*WORK REQUEST:*
Among the lines of the records below, copy those that hold the word "Laudenbach".

::::::::

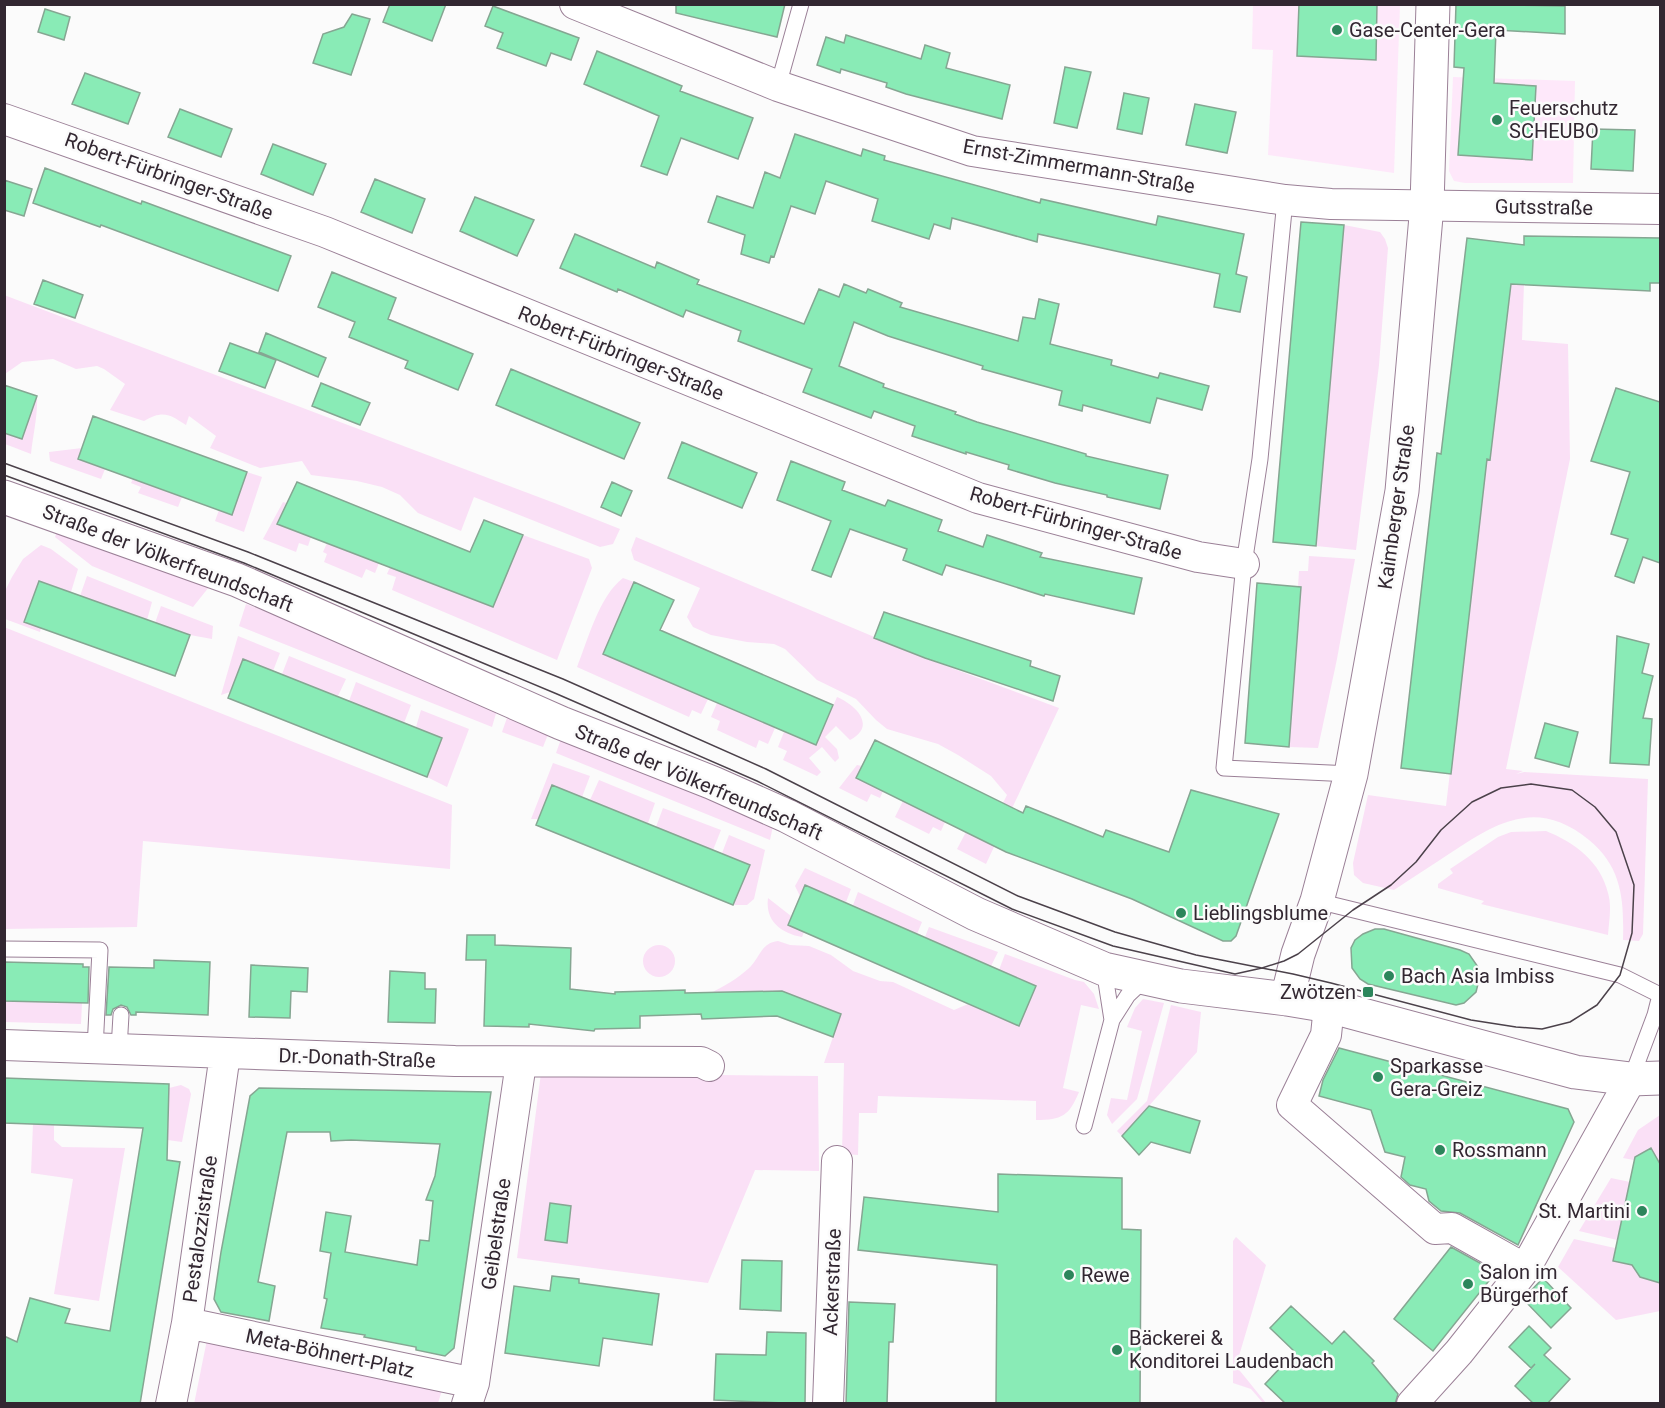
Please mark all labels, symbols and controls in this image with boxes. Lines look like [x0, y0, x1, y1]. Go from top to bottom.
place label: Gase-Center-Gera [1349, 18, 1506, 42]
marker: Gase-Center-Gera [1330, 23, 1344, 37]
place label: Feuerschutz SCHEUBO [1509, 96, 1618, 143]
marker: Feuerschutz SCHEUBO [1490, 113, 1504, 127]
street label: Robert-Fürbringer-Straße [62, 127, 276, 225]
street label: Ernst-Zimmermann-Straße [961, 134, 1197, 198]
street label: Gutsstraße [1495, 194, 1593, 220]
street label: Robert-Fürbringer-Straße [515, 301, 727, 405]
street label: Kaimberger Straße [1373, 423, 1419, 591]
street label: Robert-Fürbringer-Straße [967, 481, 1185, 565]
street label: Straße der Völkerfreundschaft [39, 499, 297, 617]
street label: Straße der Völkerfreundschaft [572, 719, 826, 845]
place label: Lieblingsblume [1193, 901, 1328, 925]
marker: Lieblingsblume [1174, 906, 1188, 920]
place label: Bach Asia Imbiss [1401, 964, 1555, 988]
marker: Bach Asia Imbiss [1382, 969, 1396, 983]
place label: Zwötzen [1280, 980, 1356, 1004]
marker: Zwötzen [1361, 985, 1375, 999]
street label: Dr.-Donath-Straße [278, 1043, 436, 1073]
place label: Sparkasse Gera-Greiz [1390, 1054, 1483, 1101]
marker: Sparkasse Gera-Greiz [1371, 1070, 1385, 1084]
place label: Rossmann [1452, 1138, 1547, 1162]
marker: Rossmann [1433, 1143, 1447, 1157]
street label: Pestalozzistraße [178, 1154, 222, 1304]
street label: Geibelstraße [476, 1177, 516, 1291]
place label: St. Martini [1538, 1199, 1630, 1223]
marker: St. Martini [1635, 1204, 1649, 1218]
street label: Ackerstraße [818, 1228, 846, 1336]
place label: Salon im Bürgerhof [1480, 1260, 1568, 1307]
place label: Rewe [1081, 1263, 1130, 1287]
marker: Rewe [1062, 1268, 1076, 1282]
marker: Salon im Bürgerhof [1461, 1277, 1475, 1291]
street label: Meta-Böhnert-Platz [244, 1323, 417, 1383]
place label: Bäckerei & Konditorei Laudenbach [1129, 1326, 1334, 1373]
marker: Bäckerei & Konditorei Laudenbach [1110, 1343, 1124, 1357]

::::::::

*EXPECTED ANSWER:*
place label: Bäckerei & Konditorei Laudenbach [1129, 1326, 1334, 1373]
marker: Bäckerei & Konditorei Laudenbach [1110, 1343, 1124, 1357]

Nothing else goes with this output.